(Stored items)
((
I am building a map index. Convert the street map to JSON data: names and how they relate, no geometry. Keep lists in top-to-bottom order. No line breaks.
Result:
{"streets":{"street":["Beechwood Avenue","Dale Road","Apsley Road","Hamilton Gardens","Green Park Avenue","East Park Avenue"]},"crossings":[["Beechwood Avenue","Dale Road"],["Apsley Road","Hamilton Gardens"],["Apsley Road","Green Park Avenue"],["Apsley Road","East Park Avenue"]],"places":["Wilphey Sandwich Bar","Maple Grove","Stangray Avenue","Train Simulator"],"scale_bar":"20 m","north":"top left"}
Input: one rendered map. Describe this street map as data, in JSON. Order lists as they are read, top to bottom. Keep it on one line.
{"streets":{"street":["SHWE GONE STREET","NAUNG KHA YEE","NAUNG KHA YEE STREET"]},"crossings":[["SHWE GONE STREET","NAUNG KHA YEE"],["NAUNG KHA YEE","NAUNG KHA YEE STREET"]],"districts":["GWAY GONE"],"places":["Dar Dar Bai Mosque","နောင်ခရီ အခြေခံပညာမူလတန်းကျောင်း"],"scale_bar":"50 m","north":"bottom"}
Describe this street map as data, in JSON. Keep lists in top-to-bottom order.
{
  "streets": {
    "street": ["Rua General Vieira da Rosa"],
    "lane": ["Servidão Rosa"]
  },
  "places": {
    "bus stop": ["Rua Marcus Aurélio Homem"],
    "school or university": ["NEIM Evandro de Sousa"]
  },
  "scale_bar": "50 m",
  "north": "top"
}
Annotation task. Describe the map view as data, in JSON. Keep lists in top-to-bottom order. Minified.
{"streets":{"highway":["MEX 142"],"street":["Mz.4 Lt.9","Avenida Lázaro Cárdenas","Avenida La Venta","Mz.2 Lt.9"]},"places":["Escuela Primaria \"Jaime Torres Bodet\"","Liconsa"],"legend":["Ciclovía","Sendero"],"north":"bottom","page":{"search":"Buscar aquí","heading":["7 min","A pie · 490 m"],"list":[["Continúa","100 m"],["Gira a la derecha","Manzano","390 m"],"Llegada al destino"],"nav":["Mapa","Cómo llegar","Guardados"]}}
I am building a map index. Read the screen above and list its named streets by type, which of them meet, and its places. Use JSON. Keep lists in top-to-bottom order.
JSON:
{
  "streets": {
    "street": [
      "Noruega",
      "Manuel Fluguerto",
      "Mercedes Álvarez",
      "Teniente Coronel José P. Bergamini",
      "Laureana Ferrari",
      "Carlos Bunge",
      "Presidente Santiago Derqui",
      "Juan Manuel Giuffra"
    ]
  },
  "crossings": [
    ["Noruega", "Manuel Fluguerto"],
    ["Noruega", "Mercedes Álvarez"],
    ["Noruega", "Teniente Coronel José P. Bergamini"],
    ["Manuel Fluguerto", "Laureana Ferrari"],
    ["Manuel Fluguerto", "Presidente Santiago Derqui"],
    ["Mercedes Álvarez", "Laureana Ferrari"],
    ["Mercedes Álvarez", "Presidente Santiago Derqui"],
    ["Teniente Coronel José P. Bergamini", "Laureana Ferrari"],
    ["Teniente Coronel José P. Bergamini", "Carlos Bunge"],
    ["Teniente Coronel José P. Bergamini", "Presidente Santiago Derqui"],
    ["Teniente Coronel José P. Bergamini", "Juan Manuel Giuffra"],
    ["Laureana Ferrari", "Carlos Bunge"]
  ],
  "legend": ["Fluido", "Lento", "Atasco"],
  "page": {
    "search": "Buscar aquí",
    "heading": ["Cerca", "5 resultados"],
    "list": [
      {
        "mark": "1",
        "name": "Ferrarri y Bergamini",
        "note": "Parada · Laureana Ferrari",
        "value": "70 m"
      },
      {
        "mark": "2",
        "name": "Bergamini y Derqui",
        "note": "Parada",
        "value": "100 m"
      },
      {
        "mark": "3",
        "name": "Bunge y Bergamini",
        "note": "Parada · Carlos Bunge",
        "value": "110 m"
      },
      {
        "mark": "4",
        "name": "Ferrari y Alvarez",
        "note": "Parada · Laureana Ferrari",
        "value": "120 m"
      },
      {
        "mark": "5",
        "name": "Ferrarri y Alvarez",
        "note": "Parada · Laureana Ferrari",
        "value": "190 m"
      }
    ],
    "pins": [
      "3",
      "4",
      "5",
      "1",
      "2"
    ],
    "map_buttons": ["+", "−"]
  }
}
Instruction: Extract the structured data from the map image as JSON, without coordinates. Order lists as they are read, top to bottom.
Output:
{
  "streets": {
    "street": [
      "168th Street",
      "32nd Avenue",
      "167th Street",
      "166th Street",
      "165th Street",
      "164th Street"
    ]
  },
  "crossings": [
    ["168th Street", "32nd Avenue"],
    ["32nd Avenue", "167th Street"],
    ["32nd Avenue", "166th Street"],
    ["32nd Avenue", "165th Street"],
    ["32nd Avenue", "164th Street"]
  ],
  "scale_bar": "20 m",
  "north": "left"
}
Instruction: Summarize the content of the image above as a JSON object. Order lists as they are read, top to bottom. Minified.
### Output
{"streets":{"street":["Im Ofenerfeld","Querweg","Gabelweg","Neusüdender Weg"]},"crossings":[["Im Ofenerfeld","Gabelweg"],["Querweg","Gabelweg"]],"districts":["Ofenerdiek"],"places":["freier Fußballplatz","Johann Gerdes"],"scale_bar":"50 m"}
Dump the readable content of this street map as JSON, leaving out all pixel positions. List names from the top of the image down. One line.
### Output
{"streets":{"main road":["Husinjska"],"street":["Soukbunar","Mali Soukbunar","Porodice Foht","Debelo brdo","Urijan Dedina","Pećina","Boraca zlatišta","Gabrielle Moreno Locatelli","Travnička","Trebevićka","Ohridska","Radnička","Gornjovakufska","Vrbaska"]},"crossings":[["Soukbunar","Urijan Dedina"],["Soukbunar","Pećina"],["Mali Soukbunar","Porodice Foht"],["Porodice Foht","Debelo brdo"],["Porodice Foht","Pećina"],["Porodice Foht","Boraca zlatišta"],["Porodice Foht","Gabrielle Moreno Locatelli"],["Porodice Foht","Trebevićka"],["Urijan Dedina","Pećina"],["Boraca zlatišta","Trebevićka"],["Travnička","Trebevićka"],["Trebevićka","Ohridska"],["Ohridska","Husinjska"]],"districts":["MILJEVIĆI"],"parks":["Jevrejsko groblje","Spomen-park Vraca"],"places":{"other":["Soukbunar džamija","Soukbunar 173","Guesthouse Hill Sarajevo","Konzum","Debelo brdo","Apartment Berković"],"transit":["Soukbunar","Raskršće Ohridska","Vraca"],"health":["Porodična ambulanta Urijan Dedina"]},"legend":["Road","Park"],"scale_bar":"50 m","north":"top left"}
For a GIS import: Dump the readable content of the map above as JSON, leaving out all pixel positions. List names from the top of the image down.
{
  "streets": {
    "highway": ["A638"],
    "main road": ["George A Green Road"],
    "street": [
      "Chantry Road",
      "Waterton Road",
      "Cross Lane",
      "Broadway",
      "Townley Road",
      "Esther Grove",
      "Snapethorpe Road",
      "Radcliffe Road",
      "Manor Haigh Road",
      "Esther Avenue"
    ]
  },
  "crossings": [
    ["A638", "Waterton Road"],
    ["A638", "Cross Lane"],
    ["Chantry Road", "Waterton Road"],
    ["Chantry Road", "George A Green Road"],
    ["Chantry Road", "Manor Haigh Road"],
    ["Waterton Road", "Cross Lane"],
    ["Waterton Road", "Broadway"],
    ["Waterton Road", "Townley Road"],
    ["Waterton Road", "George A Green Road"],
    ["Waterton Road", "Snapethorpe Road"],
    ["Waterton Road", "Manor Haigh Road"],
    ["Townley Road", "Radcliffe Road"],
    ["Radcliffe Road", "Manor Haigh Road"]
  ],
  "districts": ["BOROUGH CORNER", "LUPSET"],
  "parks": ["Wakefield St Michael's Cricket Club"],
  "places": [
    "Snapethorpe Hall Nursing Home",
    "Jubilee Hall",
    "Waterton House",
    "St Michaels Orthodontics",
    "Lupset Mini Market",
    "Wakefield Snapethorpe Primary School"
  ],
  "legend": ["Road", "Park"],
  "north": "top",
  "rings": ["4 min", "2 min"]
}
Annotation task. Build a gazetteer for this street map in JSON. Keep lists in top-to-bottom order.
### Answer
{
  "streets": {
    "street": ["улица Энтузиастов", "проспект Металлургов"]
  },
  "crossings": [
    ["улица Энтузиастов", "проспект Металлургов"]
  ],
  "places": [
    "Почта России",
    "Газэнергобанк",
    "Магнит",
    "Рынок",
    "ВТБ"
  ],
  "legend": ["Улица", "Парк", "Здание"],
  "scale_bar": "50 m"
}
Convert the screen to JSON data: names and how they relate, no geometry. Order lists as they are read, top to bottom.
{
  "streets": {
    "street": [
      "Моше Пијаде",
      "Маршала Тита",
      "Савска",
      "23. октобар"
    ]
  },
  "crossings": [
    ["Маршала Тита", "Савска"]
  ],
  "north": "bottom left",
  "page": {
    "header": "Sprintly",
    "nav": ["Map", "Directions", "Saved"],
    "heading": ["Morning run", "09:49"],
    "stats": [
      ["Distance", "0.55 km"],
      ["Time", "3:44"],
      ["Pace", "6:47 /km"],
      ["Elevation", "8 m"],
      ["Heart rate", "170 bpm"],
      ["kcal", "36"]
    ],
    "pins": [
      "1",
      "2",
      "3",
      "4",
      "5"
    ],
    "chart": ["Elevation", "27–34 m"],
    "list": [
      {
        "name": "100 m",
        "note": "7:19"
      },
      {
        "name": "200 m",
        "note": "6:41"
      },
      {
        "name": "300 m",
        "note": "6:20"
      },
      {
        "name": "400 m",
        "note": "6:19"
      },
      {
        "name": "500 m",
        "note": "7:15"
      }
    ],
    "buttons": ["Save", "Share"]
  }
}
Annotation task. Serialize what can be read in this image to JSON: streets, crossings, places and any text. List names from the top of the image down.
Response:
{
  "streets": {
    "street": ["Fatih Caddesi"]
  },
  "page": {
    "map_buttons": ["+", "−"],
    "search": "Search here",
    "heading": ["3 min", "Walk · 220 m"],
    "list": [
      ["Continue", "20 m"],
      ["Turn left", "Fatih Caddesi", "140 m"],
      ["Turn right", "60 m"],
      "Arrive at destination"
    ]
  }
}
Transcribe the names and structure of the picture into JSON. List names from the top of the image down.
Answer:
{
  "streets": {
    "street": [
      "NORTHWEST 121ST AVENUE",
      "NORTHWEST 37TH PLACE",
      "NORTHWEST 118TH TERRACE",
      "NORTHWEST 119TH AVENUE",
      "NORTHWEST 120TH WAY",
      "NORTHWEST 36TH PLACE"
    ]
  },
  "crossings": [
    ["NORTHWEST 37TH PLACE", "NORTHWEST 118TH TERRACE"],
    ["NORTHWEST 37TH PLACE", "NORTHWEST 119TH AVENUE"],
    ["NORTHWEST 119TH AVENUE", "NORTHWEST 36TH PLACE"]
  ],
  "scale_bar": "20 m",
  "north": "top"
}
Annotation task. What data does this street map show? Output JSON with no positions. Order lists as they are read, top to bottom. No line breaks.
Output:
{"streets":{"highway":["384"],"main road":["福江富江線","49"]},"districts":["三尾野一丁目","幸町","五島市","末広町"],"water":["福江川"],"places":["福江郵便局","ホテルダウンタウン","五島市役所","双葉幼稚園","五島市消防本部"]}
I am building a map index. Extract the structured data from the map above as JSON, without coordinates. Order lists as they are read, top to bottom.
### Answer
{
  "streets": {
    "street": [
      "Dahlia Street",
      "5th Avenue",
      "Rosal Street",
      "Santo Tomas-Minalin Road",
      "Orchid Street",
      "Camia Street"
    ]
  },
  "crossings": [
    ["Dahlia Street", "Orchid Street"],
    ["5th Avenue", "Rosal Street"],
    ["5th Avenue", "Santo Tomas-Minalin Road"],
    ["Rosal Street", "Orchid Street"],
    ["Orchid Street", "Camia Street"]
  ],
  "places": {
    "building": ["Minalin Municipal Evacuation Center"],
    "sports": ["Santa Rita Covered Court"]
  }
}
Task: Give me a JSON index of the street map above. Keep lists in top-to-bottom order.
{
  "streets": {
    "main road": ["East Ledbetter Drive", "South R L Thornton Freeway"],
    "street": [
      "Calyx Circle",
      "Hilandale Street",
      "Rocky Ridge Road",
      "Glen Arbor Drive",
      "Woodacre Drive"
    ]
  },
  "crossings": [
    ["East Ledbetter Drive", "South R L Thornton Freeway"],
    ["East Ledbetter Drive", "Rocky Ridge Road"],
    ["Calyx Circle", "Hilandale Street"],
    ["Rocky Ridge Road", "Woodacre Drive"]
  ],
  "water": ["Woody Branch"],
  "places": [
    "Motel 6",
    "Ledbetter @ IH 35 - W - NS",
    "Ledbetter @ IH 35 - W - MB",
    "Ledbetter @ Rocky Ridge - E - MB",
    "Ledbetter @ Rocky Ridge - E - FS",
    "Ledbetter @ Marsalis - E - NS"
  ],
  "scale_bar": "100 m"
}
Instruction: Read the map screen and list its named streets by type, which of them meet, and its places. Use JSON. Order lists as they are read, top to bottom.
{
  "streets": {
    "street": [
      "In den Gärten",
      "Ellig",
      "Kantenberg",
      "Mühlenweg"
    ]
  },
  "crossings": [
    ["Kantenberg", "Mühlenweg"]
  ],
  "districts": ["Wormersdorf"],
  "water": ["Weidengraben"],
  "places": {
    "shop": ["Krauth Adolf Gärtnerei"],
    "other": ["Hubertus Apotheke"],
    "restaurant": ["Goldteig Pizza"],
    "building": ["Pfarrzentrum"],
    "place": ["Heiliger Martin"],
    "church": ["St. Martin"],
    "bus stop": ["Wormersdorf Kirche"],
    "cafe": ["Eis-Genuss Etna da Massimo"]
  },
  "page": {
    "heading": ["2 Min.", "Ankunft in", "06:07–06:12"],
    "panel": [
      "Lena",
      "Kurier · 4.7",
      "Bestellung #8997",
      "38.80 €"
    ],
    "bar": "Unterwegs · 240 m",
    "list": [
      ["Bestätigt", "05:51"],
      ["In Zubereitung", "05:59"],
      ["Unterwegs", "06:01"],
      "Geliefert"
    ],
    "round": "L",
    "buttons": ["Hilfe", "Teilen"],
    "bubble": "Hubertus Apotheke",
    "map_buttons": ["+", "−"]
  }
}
))
▸ **ASSIGNMENT**:
Please show every line of the entries above that contains the word "structured".

▸ **THE ANSWER**:
Instruction: Extract the structured data from the map image as JSON, without coordinates. Order lists as they are read, top to bottom.
I am building a map index. Extract the structured data from the map above as JSON, without coordinates. Order lists as they are read, top to bottom.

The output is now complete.